▸ WHAT IS REQUIRED:
For every line of the material below, check for the string "lines" and return the line if it is there.

-*-*-

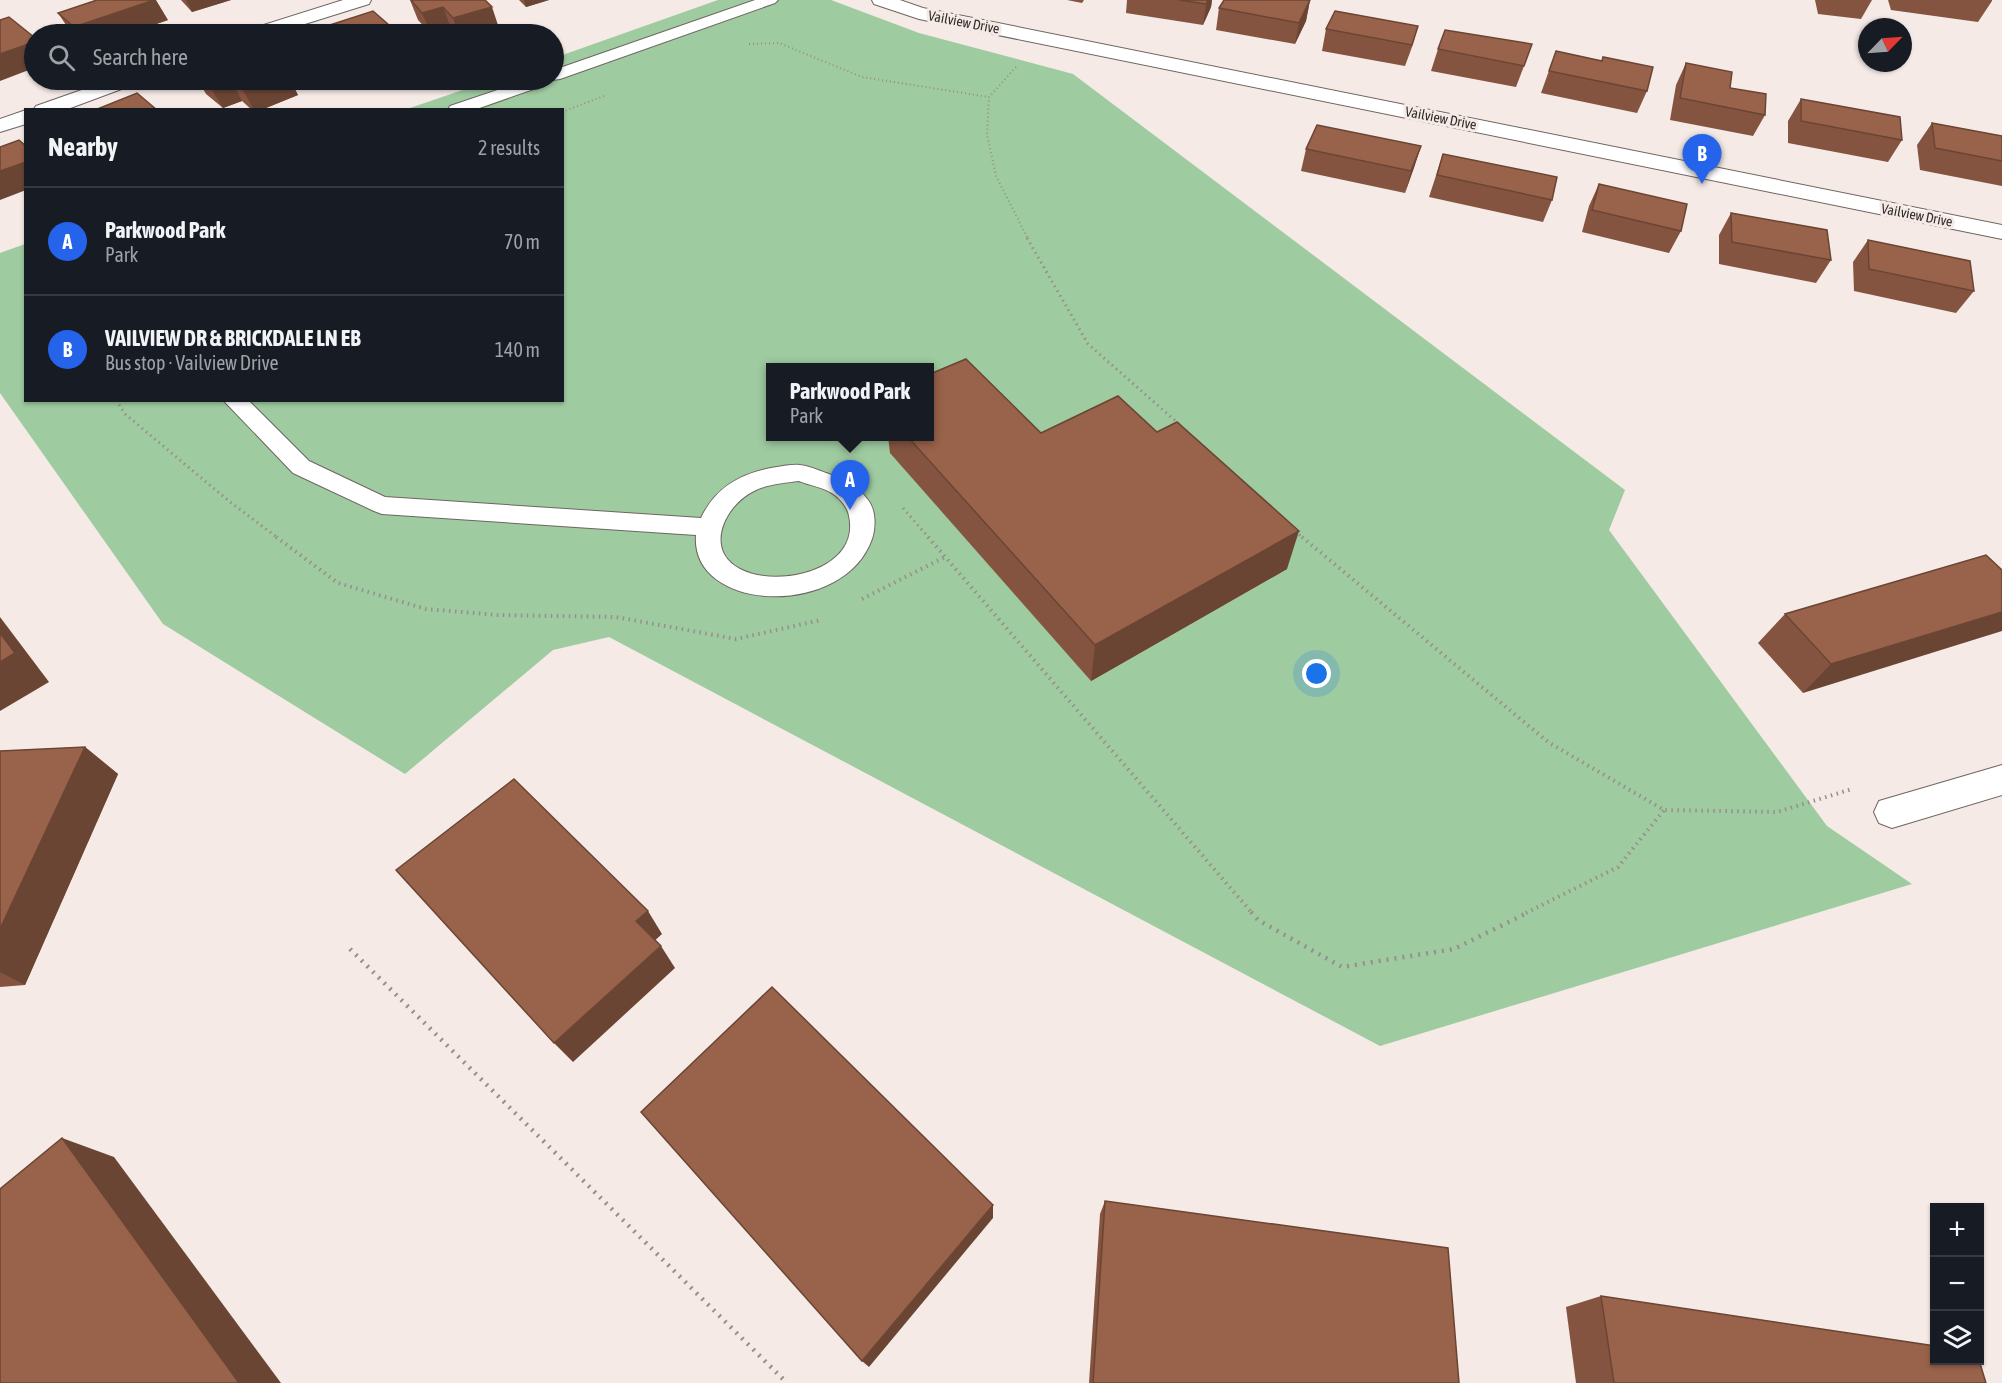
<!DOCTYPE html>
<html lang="en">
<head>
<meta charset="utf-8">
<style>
	body { margin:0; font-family:"Asap Condensed",sans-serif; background:#242831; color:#f1f3f6 }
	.controls { position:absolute; right:18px; bottom:18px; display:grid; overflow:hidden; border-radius:0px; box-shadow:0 2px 4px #0004 }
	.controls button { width:54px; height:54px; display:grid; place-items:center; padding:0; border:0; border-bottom:2px solid #363941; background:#171b24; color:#f1f3f6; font:30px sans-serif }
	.compass { position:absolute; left:1858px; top:18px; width:54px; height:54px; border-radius:50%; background:#171b24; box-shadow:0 2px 4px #0004; rotate:65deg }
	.you { position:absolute; left:1317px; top:674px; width:21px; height:21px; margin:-15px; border:4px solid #fff; border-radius:50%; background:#1a73e8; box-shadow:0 0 0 9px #1a73e833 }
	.badge { display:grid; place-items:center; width:39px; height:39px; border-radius:50%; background:#2563eb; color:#fff; font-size:20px; font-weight:700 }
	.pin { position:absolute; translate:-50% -50px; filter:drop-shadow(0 2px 3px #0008) }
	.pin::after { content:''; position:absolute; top:32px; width:21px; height:18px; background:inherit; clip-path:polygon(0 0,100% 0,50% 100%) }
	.popup { position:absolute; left:766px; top:363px; width:168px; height:78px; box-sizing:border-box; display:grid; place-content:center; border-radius:0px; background:#171b24; filter:drop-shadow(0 2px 4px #0005); font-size:20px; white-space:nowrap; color:#9ea1a6 }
	.popup b { font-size:22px; color:#f1f3f6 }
	.popup::after { content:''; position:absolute; left:50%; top:100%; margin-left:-12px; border:12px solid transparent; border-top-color:#171b24 }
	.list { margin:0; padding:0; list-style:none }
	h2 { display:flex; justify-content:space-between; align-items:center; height:78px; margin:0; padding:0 24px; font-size:26px }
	h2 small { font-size:20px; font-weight:400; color:#9ea1a6 }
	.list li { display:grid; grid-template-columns:39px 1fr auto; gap:18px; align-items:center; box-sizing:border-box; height:108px; padding:0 24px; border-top:2px solid #363941 }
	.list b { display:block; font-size:22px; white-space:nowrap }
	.list p { margin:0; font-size:20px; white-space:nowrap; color:#9ea1a6 }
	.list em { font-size:20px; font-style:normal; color:#9ea1a6 }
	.icon { flex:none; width:33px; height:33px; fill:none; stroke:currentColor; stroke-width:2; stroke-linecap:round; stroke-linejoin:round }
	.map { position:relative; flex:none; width:2002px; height:1383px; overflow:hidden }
	.search { position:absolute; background:#171b24; box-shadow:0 2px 4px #0004; left:24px; top:24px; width:540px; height:66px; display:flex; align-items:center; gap:15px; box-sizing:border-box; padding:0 21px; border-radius:33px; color:#9ea1a6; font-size:22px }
	.panel { position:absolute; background:#171b24; box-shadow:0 2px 4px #0004; left:24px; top:108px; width:540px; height:294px; border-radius:0px }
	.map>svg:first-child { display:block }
	.green { fill:#9fcba0; fill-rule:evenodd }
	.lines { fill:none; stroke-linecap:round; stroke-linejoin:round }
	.lane-casing { stroke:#6d6561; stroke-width:2 }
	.street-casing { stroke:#6d6561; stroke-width:2 }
	.path-far3 { stroke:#968f8c; stroke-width:2; stroke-dasharray:1 3; stroke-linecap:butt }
	.path-far2 { stroke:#968f8c; stroke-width:3; stroke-dasharray:1.5 4; stroke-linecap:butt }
	.path-far1 { stroke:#968f8c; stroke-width:4; stroke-dasharray:1.5 4.5; stroke-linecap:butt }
	.path { stroke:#968f8c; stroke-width:4.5; stroke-dasharray:2 6; stroke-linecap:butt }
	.lane { fill:#fff; fill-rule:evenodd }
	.street { fill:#fff; fill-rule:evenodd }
	.wall { fill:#845440 }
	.shaded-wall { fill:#6b4534 }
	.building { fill:#99624a; stroke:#6b4534; stroke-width:1.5 }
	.labels { text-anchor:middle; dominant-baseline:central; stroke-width:6; stroke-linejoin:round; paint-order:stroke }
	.far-street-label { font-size:14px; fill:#302c2a; stroke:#f5eae6 }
</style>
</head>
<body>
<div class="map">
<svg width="2002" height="1383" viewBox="0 0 2002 1383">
	<rect width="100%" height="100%" fill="#f5eae6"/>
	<path class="green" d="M718,0H831L919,33L1073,74L1625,490L1609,530L1827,826L1912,884L1380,1046L609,637L553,650L405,774L163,624L0,393V253L25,244L26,400H562V110L407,109L492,80H554V58ZM770,368H930V436H770Z"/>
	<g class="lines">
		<defs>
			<g id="lane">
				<polygon points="755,0 778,0 775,3 560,79 552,80 554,70"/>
				<polygon points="527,80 550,80 548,84 474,110 448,110 450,106"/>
				<path d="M223,400H248L309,461L385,497L701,518C716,486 743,472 777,467C784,466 793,464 800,465C809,466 818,470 826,473C843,479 857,485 868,500C876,510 876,527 872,539C844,619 690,613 696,535L382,514L374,511L293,473ZM799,481C809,485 821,487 830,492C838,496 848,507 849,516C861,570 778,589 740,569C703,550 725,505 754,491C768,484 784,483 799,481Z"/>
			</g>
			<g id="street">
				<polygon points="343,0 371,0 369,4 273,34 245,34 248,30"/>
				<polygon points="872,0 900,0 923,8 2002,225 2002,239 919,19 874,4"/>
				<polygon points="110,80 138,80 135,84 65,110 33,110 36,106"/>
				<polygon points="26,110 26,124 0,132 0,119"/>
				<polygon points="2002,765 2002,795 1892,828 1879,823 1874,812 1879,801"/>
			</g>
		</defs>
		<use href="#lane" class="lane-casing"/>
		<use href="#street" class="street-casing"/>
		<g class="path-far3">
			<polyline points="749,44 779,43 862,77 989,97"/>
			<polyline points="1016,67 989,97 987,134 996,176 1028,239"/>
			<polyline points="562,112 604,96"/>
		</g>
		<g class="path-far2">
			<polyline points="1027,238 1088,344 1179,424"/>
			<polyline points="116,400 125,414 230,502 278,538"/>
			<polyline points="903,508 929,538"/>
			<polyline points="1295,531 1303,538"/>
		</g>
		<g class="path-far1">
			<polyline points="276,537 338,583 426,609 497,615 616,617 736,639 821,620"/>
			<polyline points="928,537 1252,913"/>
			<polyline points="1302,537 1548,742 1664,810 1777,812 1852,789"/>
			<polyline points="862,599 945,557"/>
			<polyline points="1526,913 1618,867 1664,810"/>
		</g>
		<g class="path">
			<polyline points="1251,912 1258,920 1342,967 1454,949 1529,912"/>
			<polyline points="350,949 787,1383"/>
		</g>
		<use href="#lane" class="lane"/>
		<use href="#street" class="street"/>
	</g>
	<g class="wall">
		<polygon points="181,0 231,0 192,12"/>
		<polygon points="410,0 485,0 499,28 477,34 457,34 451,28 431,34 418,20"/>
		<polygon points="519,0 549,0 526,7"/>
		<polygon points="1067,0 1084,0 1082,3"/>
		<polygon points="1127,0 1212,0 1211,7 1203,25 1126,13"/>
		<polygon points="1310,0 1306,21 1295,44 1216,30 1219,8"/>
		<polygon points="1815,0 1872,0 1861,19 1818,14"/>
		<polygon points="1888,0 1992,0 1992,1 1978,22 1891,10"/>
		<polygon points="58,13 168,20 127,34 72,34"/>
		<polygon points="1418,26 1412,47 1405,66 1322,51 1326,29"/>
		<polygon points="1438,49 1524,66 1516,87 1431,71"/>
		<polygon points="1556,51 1602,61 1603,57 1647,91 1637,113 1541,93"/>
		<polygon points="1686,63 1730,88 1765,115 1753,136 1670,120 1676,85"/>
		<polygon points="198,80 290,80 298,95 261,110 252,110 242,101 223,108 206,94"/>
		<polygon points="1801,99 1902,140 1888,162 1788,143 1788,121"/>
		<polygon points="1932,123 2002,136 2002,186 1920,170 1917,145"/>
		<polygon points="1421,146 1405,193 1301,171 1306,149"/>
		<polygon points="1443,154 1552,200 1543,222 1429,197"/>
		<polygon points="1599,184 1681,231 1669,253 1582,232 1589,206"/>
		<polygon points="1731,213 1831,260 1816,283 1719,264 1719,235"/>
		<polygon points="1868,240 1974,291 1956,313 1854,291 1853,262"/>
		<polygon points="888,436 930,436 1287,569 1091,681 890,453"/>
		<polygon points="2002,570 1803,693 1758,643 1785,614"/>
		<polygon points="85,747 118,774 25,985 0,987 0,751"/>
		<polygon points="1105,1201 1459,1383 1089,1383 1100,1214"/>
		<polygon points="1601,1296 1986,1383 1576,1383 1566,1307"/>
	</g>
	<g class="shaded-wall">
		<polygon points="154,0 156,0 168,20 127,34 79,34 74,27"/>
		<polygon points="186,0 231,0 192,12"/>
		<polygon points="524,0 549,0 526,7"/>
		<polygon points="1208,0 1212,0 1211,7 1203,25 1206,4"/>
		<polygon points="1310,0 1306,21 1295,44 1299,23"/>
		<polygon points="443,7 451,28 431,34 422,13"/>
		<polygon points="492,7 499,28 477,34 459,34 453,18"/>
		<polygon points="390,26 394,34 364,34"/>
		<polygon points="34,42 34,68 0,81 0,54"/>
		<polygon points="231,80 242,101 223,108 210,87"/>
		<polygon points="272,80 290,80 298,95 261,110 254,110 243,90"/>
		<polygon points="1421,146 1414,168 1405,193 1411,171"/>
		<polygon points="26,162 26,190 0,200 0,171"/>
		<polygon points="1299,531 1287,569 1091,681 1095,645"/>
		<polygon points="2002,612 2002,631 1803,693 1831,664"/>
		<polygon points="0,617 49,682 0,711"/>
		<polygon points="85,747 118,774 25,985 0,972 0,929"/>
		<polygon points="648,911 662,934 651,944 636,921"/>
		<polygon points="661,946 675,968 573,1062 554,1043"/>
		<polygon points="62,1138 114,1157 281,1383 239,1383"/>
		<polygon points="993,1205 993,1218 869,1367 862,1361"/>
	</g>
	<g class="building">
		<polygon points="97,0 154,0 74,27 58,13"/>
		<polygon points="411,0 485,0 492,7 453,18 443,7 422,13"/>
		<polygon points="1179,0 1208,0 1206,4"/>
		<polygon points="1224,0 1310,0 1299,23 1219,8"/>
		<polygon points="373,11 390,26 364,34 302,34"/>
		<polygon points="1335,11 1418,26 1412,45 1326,29"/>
		<polygon points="9,17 34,37 34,42 0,54 0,20"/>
		<polygon points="1445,30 1532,44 1524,66 1438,49"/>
		<polygon points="1556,51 1602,61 1603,57 1653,67 1647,91 1549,71"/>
		<polygon points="1686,63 1732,72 1730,88 1766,94 1765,115 1680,98"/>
		<polygon points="202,80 230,80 210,87"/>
		<polygon points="231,80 272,80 243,90"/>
		<polygon points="137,93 157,110 95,110"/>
		<polygon points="1801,99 1900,117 1902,140 1801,121"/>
		<polygon points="1932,123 2002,136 2002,161 1935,148"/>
		<polygon points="1317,125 1421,146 1411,171 1306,149"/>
		<polygon points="19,140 26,146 26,162 0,171 0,147"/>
		<polygon points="1443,154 1557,177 1552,200 1437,175"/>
		<polygon points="1599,184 1687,204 1681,231 1592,210"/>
		<polygon points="1731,213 1827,230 1831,260 1732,242"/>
		<polygon points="1868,240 1970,261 1974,291 1869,269"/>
		<polygon points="966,359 1041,433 1118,396 1157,432 1177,422 1299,531 1095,645 907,436 930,436 930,374"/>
		<polygon points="1986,555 2002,570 2002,612 1831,664 1785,614"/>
		<polygon points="0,633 15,653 0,662"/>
		<polygon points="85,747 0,929 0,751"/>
		<polygon points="514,779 648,911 636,921 661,946 554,1043 396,870"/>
		<polygon points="772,987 993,1205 862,1361 641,1112"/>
		<polygon points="62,1138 239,1383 0,1383 0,1189"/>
		<polygon points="1105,1201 1448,1248 1459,1383 1093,1383"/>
		<polygon points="1601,1296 1935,1346 1935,1360 1979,1360 1986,1383 1614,1383"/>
	</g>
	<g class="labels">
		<g class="far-street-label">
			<text transform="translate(964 22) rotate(11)">Vailview Drive</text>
			<text transform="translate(1441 118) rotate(11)">Vailview Drive</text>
			<text transform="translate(1917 215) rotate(11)">Vailview Drive</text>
		</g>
	</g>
</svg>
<div class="controls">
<button>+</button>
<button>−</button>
<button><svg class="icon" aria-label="layers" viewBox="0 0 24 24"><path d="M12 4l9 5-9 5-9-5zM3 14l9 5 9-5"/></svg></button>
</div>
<svg class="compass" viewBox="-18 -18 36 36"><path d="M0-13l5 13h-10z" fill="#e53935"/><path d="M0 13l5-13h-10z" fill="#9ea1a6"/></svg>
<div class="you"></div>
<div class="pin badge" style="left:850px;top:510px">A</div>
<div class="popup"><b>Parkwood Park</b>Park</div>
<div class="pin badge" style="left:1702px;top:184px">B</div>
<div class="search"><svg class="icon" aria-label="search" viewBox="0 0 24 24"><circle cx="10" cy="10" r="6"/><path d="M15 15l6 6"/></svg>Search here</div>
<section class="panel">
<h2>Nearby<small>2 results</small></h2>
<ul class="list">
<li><span class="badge">A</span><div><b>Parkwood Park</b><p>Park</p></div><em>70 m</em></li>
<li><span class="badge">B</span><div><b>VAILVIEW DR &amp; BRICKDALE LN EB</b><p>Bus stop · Vailview Drive</p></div><em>140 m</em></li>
</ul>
</section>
</div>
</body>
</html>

-*-*-

▸ ANSWER BOX:
	.lines { fill:none; stroke-linecap:round; stroke-linejoin:round }
	<g class="lines">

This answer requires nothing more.